Heute jedoch sieht sich das Kosovo wieder in der Lage, den Weg fortzusetzen, den ihm die jugoslawische Verfassung bereits eröffnet und Milosevics Gewaltpolitik verschlossen hatte. Ironischerweise treten damit NATO und UNO und letztlich die Europäische Union an die Stelle Jugoslawiens, um eine kosovarische Staatsbildung gegen serbische Unterdrückungs- und Einverleibungsabsichten zu sichern. Kosovo ist heute kein internationaler Präzedenzfall. Es war aber der erste Fall, an dem sich zeigte, was aus Jugoslawien werden musste, wenn dem großserbischen Chauvinismus Milosevics nicht Einhalt geboten wurde. Die Republiken Jugoslawiens entzogen sich dieser Instrumentalisierung des Jugoslawismus durch Serbien letztlich alle, indem sie ihre Unabhängigkeit erklärten.
Staatsbildung in Europa
Kosovo knüpft jetzt wieder an seine frühere Gleichberechtigung mit diesen Republiken an und erklärt sich zum unabhängigen Staat. Dabei ist dieser Status nicht bedingungslos zu haben. Das Kosovo hat sich die Verpflichtungen des Atihsaari-Vorschlages zu Eigen gemacht. Und die EU übernimmt eine Patenschaft für das Kosovo, ohne die es seine Staatsbildung nicht erfolgreich voranbringen könnte. Es braucht äußere Garantien gegenüber äußeren Ansprüchen aus Serbien, und es braucht äußere Hilfe für seine innere Entwicklung.
Staatsbildung war in Europa immer ein problematischer Prozess. Die europäische Geschichte war über Jahrhunderte eine Geschichte von Reichen, nicht von Staaten. Europas vorherrschende Traditionen waren bis ins 20. Jahrhundert hinein imperial. In Südosteuropa trafen die großen Kontinentalreiche aufeinander und ließen der Staatsbildung keinen Raum: Nach Rom und Byzanz, das Habsburger und das Osmanische Reich und dann alle europäischen Mächte im Kampf um die Erbschaft des „kranken Manns am Bosporus“. Der Balkan ist ein bis heute imperial geprägter Raum, nach 1918 aber ohne Imperien. Ihre Spuren bleiben wirksam, nicht zuletzt in den religiösen Spaltungen.

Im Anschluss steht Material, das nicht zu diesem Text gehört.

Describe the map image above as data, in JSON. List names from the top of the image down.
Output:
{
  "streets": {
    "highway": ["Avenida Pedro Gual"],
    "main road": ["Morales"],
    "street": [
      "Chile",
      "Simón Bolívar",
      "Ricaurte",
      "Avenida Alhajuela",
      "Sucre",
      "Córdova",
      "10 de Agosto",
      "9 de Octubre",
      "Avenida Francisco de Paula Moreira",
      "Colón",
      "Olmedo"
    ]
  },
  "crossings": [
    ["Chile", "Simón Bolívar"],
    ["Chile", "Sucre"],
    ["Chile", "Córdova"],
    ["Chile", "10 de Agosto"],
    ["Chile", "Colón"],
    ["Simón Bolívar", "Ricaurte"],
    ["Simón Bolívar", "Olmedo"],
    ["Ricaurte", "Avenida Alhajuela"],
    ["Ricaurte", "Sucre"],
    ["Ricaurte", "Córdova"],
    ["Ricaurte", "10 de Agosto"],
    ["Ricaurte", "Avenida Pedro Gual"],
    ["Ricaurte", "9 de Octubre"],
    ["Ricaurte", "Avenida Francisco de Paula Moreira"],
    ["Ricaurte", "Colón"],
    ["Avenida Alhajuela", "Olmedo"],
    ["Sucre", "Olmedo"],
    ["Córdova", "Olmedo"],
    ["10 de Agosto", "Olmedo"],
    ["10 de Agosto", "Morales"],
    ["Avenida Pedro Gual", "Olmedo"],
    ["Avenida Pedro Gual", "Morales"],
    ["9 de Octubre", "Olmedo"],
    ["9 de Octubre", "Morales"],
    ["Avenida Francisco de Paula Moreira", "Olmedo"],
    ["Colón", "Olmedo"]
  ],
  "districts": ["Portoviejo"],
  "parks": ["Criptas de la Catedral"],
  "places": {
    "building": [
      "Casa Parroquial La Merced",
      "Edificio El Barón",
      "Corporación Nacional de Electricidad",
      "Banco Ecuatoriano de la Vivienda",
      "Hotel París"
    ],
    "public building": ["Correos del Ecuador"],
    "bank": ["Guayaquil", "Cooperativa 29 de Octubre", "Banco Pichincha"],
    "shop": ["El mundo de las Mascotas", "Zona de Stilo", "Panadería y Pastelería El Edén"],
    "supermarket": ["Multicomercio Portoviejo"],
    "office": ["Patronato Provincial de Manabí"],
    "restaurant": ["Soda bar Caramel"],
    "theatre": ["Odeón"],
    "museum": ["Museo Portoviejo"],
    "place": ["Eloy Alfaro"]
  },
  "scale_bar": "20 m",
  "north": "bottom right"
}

Staatsbildung ist schwierig auf diesem Boden.
Ethno-nationale Identitätsbildung
Man kann die Geschichte Jugoslawiens als Auseinandersetzung zwischen langer imperialer Prägung und junger ethno-nationaler Identitätsbildung verstehen. Die Grenzen der Verwaltungseinheiten der Imperien und die ethnischen Siedlungsgebiete stimmten nicht überein. Unabhängigkeit als Lostrennung richtete sich gegen die habsburgische Doppelmonarchie und das osmanische Reich. Sie vollzog sich in den Grenzen der imperialen Verwaltungseinheiten. Sie zielt auf staatsbürgerliche Identität in diesen Grenzen. Ethno-Nationalismus zielt auf Homogenität und neue Grenzen. In Jugoslawien und bei seiner Auflösung Jugoslawiens trafen beide Tendenzen aufeinander: Der Traum von einem ethno-nationalen serbischen Reich und die Hoffnung, demokratische Staatlichkeit in den Grenzen der Republiken endlich verwirklichen zu können.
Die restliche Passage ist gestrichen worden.